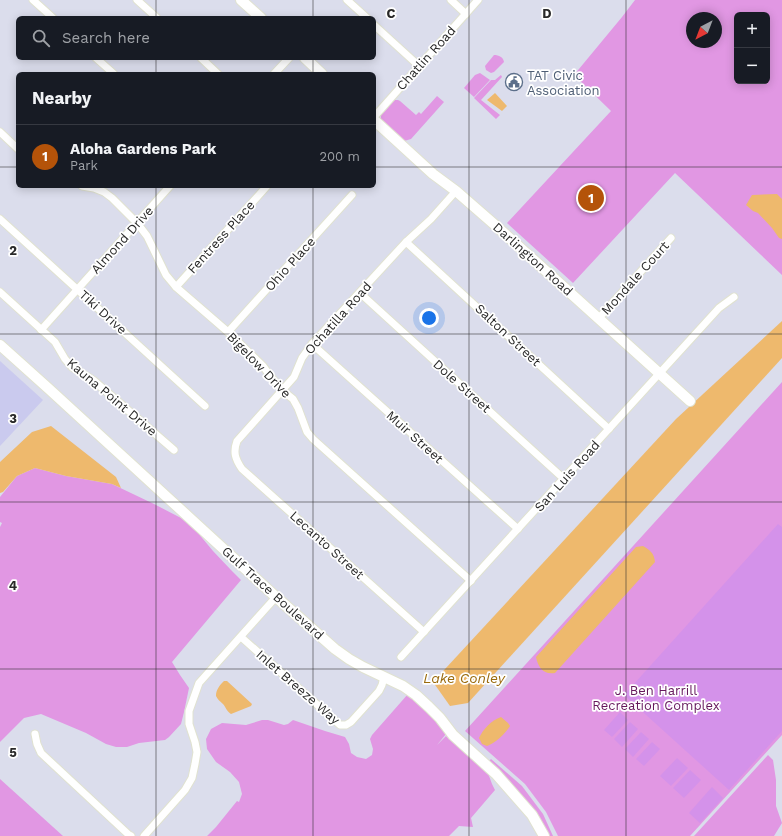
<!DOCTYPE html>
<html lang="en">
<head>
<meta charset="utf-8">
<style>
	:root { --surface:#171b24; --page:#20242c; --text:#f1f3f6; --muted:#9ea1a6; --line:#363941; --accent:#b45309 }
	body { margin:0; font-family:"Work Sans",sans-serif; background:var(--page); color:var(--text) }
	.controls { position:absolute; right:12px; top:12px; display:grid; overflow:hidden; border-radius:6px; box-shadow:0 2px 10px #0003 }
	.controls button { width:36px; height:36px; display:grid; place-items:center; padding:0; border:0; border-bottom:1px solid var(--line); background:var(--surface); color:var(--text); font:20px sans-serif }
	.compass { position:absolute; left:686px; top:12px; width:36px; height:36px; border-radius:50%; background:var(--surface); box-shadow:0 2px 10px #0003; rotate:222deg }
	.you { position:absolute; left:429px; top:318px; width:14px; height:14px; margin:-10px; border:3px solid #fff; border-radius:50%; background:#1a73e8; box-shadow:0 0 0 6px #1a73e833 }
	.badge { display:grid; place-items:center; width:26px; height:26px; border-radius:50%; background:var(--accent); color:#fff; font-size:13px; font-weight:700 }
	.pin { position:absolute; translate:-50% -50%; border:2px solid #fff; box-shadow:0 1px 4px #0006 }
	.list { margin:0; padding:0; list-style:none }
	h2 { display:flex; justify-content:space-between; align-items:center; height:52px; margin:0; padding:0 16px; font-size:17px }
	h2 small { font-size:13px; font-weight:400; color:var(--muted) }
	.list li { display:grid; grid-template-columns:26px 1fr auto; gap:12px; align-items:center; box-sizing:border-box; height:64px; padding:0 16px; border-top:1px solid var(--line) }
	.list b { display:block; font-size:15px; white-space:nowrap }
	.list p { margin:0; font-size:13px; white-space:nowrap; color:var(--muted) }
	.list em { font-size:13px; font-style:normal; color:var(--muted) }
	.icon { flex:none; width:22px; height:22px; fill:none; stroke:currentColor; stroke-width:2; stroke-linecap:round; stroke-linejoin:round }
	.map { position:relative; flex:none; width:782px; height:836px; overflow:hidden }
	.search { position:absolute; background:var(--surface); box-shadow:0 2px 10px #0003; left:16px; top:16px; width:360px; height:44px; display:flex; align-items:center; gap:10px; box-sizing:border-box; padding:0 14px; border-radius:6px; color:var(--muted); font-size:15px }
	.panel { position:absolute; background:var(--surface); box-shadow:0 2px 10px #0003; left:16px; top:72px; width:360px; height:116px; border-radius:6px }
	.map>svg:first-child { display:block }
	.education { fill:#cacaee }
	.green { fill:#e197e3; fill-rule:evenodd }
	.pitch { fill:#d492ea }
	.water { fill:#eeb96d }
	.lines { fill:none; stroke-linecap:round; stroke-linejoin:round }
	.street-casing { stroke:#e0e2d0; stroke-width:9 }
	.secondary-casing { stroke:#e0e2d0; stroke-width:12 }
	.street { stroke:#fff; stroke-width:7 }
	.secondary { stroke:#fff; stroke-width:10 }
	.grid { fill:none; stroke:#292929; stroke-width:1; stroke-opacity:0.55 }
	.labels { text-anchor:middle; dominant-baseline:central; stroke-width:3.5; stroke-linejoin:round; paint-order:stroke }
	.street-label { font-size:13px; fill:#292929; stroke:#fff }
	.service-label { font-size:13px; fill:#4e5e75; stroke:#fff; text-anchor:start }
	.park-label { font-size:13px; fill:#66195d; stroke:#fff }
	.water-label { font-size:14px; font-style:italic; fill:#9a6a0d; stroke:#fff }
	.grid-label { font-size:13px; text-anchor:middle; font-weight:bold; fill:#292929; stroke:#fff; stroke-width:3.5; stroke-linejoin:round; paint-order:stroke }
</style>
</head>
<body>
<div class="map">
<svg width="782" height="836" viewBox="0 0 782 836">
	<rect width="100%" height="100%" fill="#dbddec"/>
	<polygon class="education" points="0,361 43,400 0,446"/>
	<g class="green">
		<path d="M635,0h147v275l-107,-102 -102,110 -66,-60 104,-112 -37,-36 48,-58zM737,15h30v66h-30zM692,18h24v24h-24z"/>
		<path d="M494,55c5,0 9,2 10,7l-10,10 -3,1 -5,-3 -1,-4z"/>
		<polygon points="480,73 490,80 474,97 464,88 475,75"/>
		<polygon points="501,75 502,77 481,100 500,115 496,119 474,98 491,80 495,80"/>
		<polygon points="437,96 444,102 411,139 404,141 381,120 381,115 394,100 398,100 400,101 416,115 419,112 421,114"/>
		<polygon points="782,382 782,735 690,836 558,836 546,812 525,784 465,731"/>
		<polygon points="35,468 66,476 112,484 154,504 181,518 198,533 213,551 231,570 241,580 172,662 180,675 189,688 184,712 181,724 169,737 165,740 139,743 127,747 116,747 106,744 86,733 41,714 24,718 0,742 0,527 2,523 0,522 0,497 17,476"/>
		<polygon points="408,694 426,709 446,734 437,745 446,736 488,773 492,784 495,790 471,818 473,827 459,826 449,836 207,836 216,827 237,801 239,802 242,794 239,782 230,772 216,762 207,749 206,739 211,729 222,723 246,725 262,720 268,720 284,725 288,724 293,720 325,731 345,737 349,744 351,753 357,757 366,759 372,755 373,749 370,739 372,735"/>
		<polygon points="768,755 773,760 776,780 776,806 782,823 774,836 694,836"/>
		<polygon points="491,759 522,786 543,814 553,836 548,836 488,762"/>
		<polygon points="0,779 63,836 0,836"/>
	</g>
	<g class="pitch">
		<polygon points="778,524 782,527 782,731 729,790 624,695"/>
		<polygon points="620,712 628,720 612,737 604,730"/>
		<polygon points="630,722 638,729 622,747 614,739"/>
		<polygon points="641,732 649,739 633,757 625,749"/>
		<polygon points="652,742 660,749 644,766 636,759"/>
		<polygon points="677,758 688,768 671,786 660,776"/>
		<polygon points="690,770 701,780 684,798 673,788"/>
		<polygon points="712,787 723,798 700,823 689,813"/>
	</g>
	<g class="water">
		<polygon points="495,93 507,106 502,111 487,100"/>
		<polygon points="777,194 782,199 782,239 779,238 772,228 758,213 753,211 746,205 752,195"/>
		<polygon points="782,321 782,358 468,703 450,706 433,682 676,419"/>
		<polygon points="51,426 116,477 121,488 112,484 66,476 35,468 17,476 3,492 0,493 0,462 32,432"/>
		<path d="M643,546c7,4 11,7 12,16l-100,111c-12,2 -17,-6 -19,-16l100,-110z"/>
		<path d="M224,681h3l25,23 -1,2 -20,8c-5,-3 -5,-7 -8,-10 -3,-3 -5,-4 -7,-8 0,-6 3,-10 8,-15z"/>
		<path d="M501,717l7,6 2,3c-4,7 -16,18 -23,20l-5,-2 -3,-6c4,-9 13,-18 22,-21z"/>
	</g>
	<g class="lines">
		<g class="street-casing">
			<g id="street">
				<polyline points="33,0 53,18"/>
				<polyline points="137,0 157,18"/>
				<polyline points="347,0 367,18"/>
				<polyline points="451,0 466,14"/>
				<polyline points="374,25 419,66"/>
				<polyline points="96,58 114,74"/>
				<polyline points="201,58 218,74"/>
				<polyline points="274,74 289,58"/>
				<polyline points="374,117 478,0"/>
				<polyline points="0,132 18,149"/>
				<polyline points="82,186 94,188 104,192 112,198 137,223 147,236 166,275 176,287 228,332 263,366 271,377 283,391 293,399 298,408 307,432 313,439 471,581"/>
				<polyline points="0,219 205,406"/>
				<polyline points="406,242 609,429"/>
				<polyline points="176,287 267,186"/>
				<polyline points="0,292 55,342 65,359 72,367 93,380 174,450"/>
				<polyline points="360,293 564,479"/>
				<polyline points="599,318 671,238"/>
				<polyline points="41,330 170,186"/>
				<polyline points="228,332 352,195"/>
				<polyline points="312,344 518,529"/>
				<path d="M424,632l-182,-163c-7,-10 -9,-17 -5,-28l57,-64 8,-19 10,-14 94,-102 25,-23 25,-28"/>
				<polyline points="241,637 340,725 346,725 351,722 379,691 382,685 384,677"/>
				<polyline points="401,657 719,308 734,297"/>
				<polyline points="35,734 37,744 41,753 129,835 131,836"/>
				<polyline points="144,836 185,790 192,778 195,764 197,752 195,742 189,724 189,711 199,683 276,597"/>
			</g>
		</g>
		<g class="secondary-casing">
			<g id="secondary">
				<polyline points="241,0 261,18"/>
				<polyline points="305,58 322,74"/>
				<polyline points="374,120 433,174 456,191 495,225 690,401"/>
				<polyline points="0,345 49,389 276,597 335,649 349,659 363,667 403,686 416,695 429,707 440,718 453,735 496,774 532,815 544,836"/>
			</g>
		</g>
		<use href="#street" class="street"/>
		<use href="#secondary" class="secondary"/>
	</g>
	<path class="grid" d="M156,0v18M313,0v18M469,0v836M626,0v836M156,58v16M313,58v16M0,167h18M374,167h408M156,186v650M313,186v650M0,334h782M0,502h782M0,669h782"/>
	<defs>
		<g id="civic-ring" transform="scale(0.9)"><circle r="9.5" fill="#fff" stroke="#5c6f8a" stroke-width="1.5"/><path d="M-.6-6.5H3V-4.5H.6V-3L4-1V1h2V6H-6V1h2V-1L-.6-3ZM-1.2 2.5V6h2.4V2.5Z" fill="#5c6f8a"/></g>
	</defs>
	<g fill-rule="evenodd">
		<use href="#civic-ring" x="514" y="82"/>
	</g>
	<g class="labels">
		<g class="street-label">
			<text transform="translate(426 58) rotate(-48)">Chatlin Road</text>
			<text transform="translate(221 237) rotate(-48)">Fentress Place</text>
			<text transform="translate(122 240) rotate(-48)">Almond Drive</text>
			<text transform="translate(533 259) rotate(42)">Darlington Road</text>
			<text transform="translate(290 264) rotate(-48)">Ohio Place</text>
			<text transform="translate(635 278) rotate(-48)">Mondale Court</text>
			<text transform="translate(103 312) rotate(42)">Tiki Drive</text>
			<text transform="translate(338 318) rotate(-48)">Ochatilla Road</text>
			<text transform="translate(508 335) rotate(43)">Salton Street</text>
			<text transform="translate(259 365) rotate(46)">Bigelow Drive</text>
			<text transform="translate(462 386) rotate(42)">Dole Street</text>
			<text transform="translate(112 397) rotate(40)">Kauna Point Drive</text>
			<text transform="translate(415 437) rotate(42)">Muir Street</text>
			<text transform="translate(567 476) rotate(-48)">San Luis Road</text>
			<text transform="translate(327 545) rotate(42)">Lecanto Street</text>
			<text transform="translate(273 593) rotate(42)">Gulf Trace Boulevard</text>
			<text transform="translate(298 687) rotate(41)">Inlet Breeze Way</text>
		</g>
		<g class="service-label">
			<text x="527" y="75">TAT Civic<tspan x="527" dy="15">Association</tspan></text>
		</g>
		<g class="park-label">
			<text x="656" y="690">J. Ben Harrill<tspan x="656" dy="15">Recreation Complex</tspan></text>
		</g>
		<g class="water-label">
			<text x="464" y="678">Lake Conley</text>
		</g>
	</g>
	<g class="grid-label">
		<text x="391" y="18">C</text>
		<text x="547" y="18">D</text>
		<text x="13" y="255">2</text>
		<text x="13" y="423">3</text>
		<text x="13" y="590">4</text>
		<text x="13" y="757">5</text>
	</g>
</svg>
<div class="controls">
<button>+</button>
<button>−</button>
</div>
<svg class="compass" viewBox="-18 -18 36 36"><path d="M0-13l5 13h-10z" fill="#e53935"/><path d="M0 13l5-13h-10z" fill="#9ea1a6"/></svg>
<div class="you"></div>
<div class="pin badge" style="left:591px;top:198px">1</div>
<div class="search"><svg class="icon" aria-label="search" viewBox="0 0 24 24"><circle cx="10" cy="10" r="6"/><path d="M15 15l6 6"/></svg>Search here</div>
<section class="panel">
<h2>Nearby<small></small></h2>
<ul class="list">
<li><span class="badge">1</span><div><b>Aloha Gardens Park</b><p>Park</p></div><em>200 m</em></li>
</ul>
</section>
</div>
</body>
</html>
============
Please work out how many lines in this listing contain "style", then give only that number.

_Your solution_. 6